Here, the USDA has not carried its burden of demonstrating that any of its witnesses meet the foundational requirements for opinion and reputation testimony concerning another's character for truthfulness and that such testimony is not otherwise inadmissible under Rule 403. Nor has the USDA demonstrated that it will need to rehabilitate any proposed witness by eliciting testimony about that witness's character for truthfulness. Thus, the USDA has not shown that any of its challenged witnesses will provide testimony admissible under Rule 608(a).

CONCLUSION AND ORDER

Watts and Eiland may offer testimony relevant to Banks's claim for damages for harm to her professional reputation and career. If Banks argues that her health issues in 2008 were due to her demotion from the SES, then the USDA may offer testimony from True to impeach Banks's testimony.
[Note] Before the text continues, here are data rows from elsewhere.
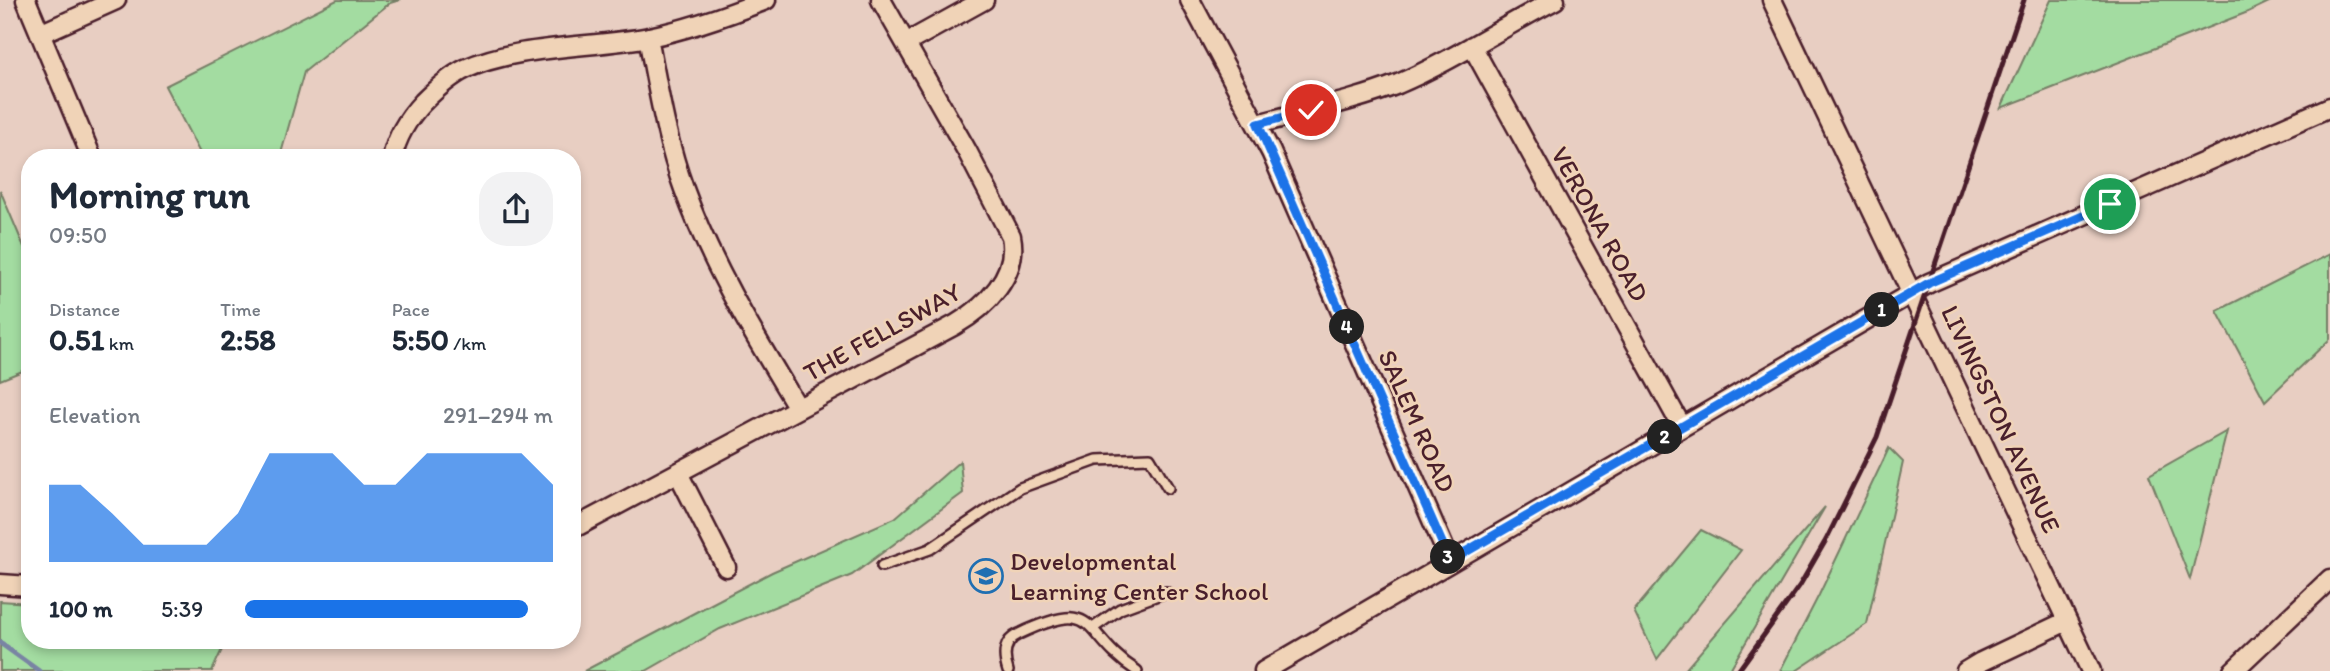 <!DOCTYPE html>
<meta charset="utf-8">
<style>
body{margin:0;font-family:Itim,sans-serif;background:#f2f2f3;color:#1f2937;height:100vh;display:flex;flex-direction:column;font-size:26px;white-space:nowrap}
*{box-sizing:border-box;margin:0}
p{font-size:23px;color:#747a83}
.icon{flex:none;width:38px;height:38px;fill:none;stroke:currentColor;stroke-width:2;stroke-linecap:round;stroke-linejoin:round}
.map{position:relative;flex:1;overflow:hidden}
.sheet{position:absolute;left:21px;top:149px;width:560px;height:500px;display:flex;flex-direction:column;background:#fff;border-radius:28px;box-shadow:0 4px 10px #0003}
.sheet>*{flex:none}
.pin{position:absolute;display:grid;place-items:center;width:60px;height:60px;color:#fff;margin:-30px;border:4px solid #fff;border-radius:50%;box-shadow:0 2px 7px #0007}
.km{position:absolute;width:35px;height:35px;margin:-18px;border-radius:50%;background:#222;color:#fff;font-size:19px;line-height:35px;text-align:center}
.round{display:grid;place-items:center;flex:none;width:74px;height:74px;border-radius:28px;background:#f2f2f3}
.overview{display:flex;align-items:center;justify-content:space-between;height:119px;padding:0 28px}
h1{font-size:38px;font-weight:800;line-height:52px}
.metrics{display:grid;grid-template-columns:repeat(3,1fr);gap:10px;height:119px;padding:7px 28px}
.metrics div{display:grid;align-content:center}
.metrics b{font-size:30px;font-weight:800}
.metrics small{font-size:19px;font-weight:400}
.metrics p{font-size:19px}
.chart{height:196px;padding:14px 28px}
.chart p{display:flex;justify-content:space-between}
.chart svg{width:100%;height:126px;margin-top:7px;fill:#1a73e8;opacity:.7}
ul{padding:0 28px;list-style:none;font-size:23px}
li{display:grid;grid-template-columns:112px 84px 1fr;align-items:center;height:52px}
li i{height:18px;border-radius:9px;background:#1a73e8}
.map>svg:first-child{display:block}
.green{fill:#a3dca1;stroke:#767e66;stroke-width:2}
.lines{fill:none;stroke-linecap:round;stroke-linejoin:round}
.stream{stroke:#7984a3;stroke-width:5}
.lane-casing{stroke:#4a1f2b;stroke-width:14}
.street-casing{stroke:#4a1f2b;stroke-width:23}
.lane{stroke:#f0d3b7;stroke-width:9}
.street{stroke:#f0d3b7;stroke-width:18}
.rail{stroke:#4a1f2b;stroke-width:5}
.route-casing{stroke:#fff;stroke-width:14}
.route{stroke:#1a73e8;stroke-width:9}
.labels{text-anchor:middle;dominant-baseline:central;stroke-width:5;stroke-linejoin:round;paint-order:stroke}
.street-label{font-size:26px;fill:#4a1f2b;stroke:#f0d3b7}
.poi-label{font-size:26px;fill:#4a1f2b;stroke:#f0d3b7;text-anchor:start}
</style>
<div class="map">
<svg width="2330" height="671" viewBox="0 0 2330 671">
<rect width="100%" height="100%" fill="#e8cec2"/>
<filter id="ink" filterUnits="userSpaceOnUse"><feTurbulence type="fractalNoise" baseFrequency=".0143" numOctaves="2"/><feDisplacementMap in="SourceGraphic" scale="14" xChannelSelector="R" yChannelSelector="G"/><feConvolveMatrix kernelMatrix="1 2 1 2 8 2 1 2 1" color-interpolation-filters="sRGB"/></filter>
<g filter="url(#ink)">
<path class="green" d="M337,0H400L390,3L304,72L280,157H202L165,86Z
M2051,0H2273L2248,12L2001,108Z
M0,190L30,261V368L0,380Z
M2330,254V339L2265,401L2217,311Z
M2227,431L2190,579L2149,475Z
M1889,448L1903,462L1867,624L1796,671H1780L1819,595Z
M960,461L963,493L852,575L720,629L646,671H584L772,572L895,518Z
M1825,507L1729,671H1684Z
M1701,530L1741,550L1657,659L1634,611Z
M0,601L30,603V640L226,641L212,671H0Z"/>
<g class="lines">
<path class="stream" d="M0,643L39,671"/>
<g class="lane-casing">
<path id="lane" d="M882,566L930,549L1020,488L1097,460L1150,458L1168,488
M1093,628L1120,609L1166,592
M1008,671C1003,656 1003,641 1019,634C1102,595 1079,634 1137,671"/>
</g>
<g class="street-casing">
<path id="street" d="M26,0L92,158
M1190,0L1271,152L1450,561
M1772,0L2091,671
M40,34L116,0
M648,37C658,88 666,140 684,189C712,267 756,338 798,408
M906,43L984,0
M1472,46L1682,427
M1258,124C1304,111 1353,102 1398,84C1452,61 1502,27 1555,0
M392,158C397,136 408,118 423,102C435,90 449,77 465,69C518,45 591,48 649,37C689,29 728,15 766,0
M678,473L726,567
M572,529L955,325C986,307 1019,275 1011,236L967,151L881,0
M0,584L30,586
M1264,671L1929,283L2330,107
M1966,671L1981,662L2067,621
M2233,671L2330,579"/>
</g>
<use href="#lane" class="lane"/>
<use href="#street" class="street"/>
<path class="rail" d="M1738,671L1800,585L1826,540L1877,437L2024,0"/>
</g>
</g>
<g class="lines" filter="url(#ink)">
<g class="route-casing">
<path id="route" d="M1311,110L1258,124L1450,561L1929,283L2110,204"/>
</g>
<use href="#route" class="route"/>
</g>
<defs>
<g id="school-ring" transform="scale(1.75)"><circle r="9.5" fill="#f0d3b7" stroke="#1f6fb2" stroke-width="1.5"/><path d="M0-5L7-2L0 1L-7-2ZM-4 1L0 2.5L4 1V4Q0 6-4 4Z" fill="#1f6fb2"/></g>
</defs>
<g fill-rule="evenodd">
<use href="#school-ring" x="986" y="576"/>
</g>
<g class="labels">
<g class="street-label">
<text transform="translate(1600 224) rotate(61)">VERONA ROAD</text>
<text transform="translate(882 332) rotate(-29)">THE FELLSWAY</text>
<text transform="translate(2001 419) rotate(65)">LIVINGSTON AVENUE</text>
<text transform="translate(1417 421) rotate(66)">SALEM ROAD</text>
</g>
<g class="poi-label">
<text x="1010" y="561">Developmental<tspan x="1010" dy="30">Learning Center School</tspan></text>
</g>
</g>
</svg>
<div class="pin" style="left:2110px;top:204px;background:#1e9e55"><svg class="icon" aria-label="arrive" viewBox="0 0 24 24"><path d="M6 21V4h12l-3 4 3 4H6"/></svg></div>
<div class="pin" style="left:1311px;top:110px;background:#d93025"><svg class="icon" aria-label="check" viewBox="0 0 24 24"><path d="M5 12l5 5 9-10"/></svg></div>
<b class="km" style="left:1882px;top:310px">1</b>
<b class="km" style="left:1665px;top:437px">2</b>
<b class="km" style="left:1448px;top:557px">3</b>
<b class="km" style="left:1347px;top:327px">4</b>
<section class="sheet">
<div class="overview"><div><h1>Morning run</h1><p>09:50</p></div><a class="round"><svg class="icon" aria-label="share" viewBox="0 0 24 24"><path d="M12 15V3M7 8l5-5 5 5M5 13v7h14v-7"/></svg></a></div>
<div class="metrics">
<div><p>Distance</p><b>0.51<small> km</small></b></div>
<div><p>Time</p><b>2:58</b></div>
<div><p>Pace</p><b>5:50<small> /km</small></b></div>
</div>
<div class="chart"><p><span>Elevation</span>291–294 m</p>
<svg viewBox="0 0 160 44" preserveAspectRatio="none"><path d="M0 44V17L10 17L20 27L30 38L40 38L50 38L60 27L70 6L80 6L90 6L100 17L110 17L120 6L130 6L140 6L150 6L160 17V44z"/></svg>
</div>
<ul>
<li><b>100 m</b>5:39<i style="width:92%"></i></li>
</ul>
</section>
</div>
The USDA has not shown that the other challenged testimony and exhibits are admissible.

Accordingly, it is hereby

ORDERED that Banks's motion [80] in limine be, and hereby is, GRANTED IN PART and DENIED IN PART without prejudice. Testimony from Bails, e-mails to or from True (Defendant's Exhibits 16, 18, 21-25, 27-28, 31, 33-35, 42, 44-45, 53, and 57), an e-mail from Bails (Defendant's Exhibit 19), e-mails to or from Watts (Defendant's Exhibits 32, 41, 51-52, 58, 60), an e-mail from Eiland (Defendant's Exhibit 17), Banks's Performance Appraisals from 2006 and 2007 (Defendant's Exhibits 20, 64), exhibits regarding Banks retaining copies of certain documents (Defendant's Exhibits 36-40), and the 2007 Letter of Direction (Defendant's Exhibit 50) are precluded. Banks's request to preclude testimony from Watts, Eiland, and True is denied without prejudice.